*Problem to work on:*
Filter the data for "Alcides" and copy matching lines.

START Records supplied

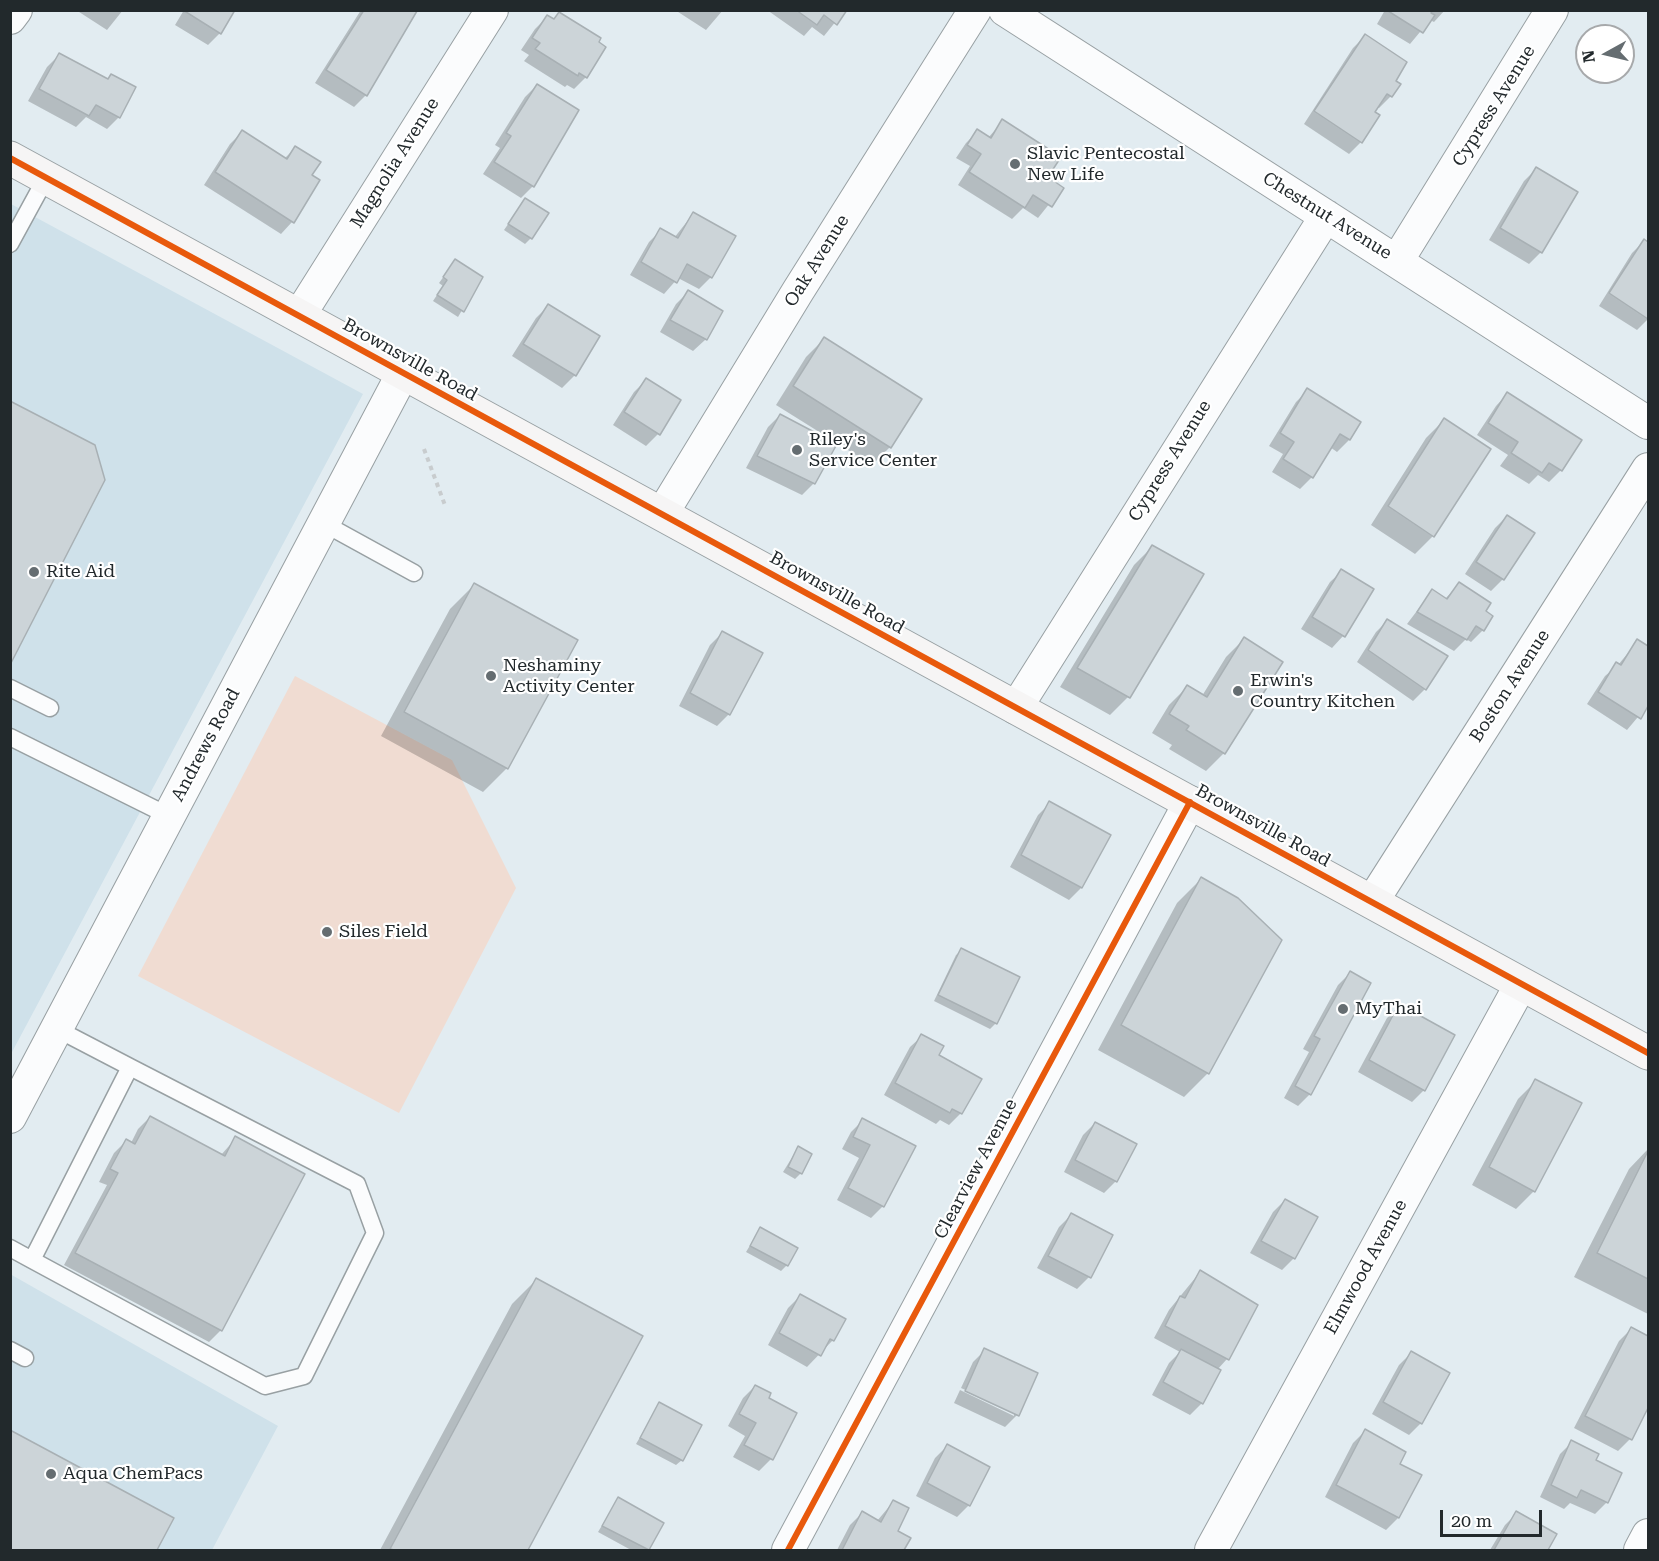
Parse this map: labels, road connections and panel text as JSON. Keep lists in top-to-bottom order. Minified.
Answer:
{"streets":{"street":["Cypress Avenue","Magnolia Avenue","Chestnut Avenue","Oak Avenue","Brownsville Road","Boston Avenue","Andrews Road","Clearview Avenue","Elmwood Avenue"]},"crossings":[["Cypress Avenue","Chestnut Avenue"],["Cypress Avenue","Brownsville Road"],["Magnolia Avenue","Brownsville Road"],["Oak Avenue","Brownsville Road"],["Brownsville Road","Boston Avenue"],["Brownsville Road","Andrews Road"],["Brownsville Road","Clearview Avenue"],["Brownsville Road","Elmwood Avenue"]],"places":["Slavic Pentecostal New Life","Riley's Service Center","Rite Aid","Neshaminy Activity Center","Erwin's Country Kitchen","Siles Field","MyThai","Aqua ChemPacs"],"scale_bar":"20 m","north":"left"}
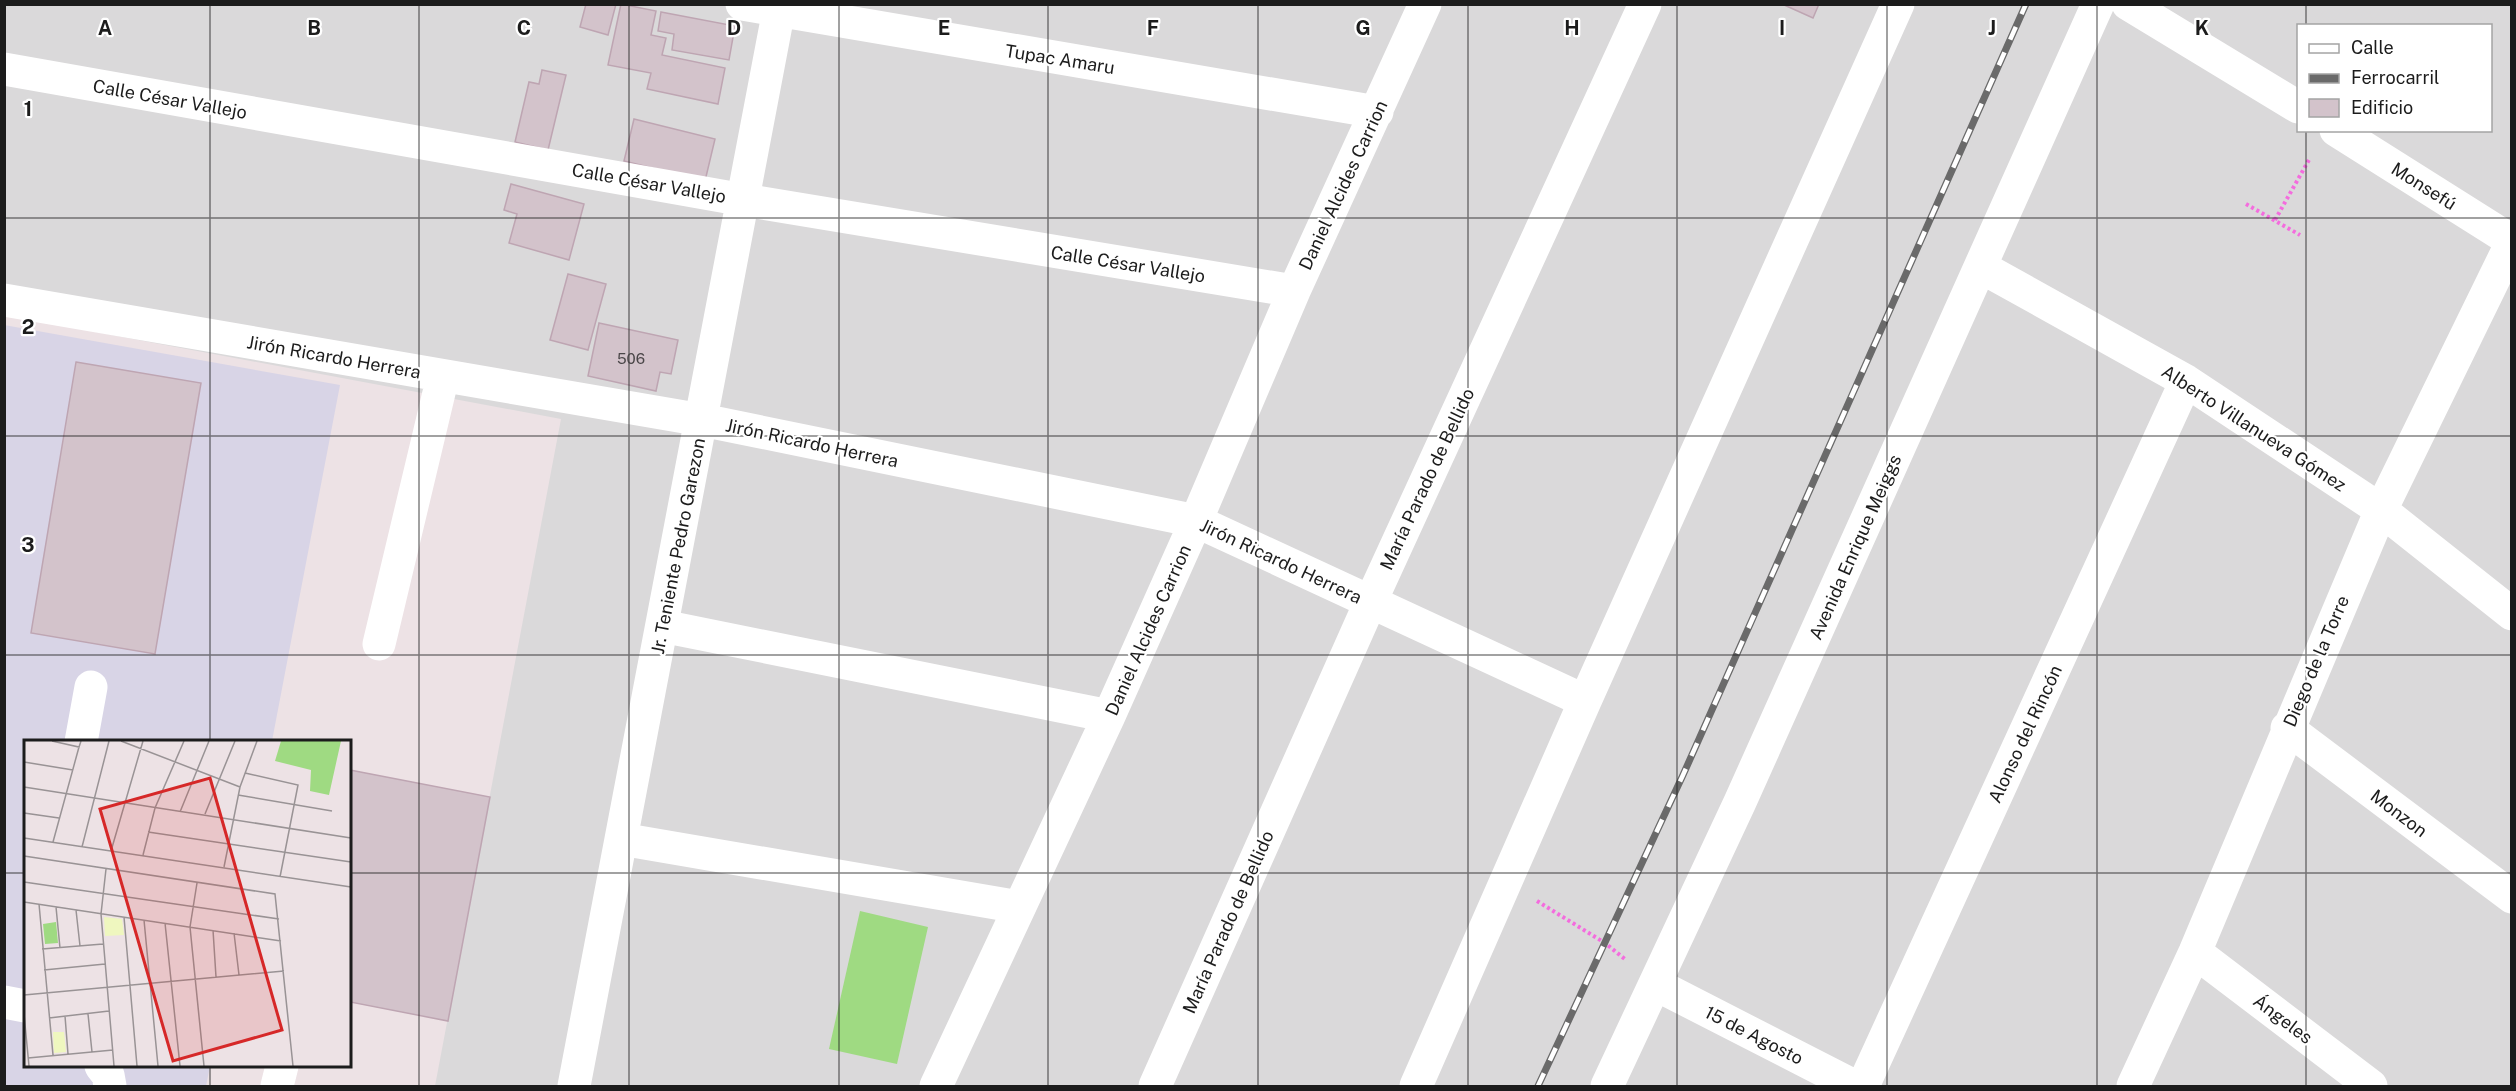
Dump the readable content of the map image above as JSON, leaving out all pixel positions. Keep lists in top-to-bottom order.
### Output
{
  "streets": {
    "street": [
      "Tupac Amaru",
      "Calle César Vallejo",
      "Daniel Alcides Carrion",
      "Monsefú",
      "Jirón Ricardo Herrera",
      "Alberto Villanueva Gómez",
      "María Parado de Bellido",
      "Jr. Teniente Pedro Garezon",
      "Avenida Enrique Meiggs",
      "Diego de la Torre",
      "Alonso del Rincón",
      "Monzon",
      "Ángeles",
      "15 de Agosto"
    ]
  },
  "crossings": [
    ["Tupac Amaru", "Daniel Alcides Carrion"],
    ["Tupac Amaru", "Jr. Teniente Pedro Garezon"],
    ["Calle César Vallejo", "Daniel Alcides Carrion"],
    ["Calle César Vallejo", "Jr. Teniente Pedro Garezon"],
    ["Daniel Alcides Carrion", "Jirón Ricardo Herrera"],
    ["Monsefú", "Diego de la Torre"],
    ["Jirón Ricardo Herrera", "María Parado de Bellido"],
    ["Jirón Ricardo Herrera", "Jr. Teniente Pedro Garezon"],
    ["Alberto Villanueva Gómez", "Avenida Enrique Meiggs"],
    ["Alberto Villanueva Gómez", "Diego de la Torre"],
    ["Alberto Villanueva Gómez", "Alonso del Rincón"],
    ["Avenida Enrique Meiggs", "15 de Agosto"],
    ["Diego de la Torre", "Monzon"],
    ["Diego de la Torre", "Ángeles"]
  ],
  "house_numbers": ["506"],
  "legend": ["Calle", "Ferrocarril", "Edificio"],
  "grid": {
    "columns": [
      "A",
      "B",
      "C",
      "D",
      "E",
      "F",
      "G",
      "H",
      "I",
      "J",
      "K"
    ],
    "rows": ["1", "2", "3"]
  }
}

END Records supplied

*Completed exercise:*
      "Daniel Alcides Carrion",
    ["Tupac Amaru", "Daniel Alcides Carrion"],
    ["Calle César Vallejo", "Daniel Alcides Carrion"],
    ["Daniel Alcides Carrion", "Jirón Ricardo Herrera"],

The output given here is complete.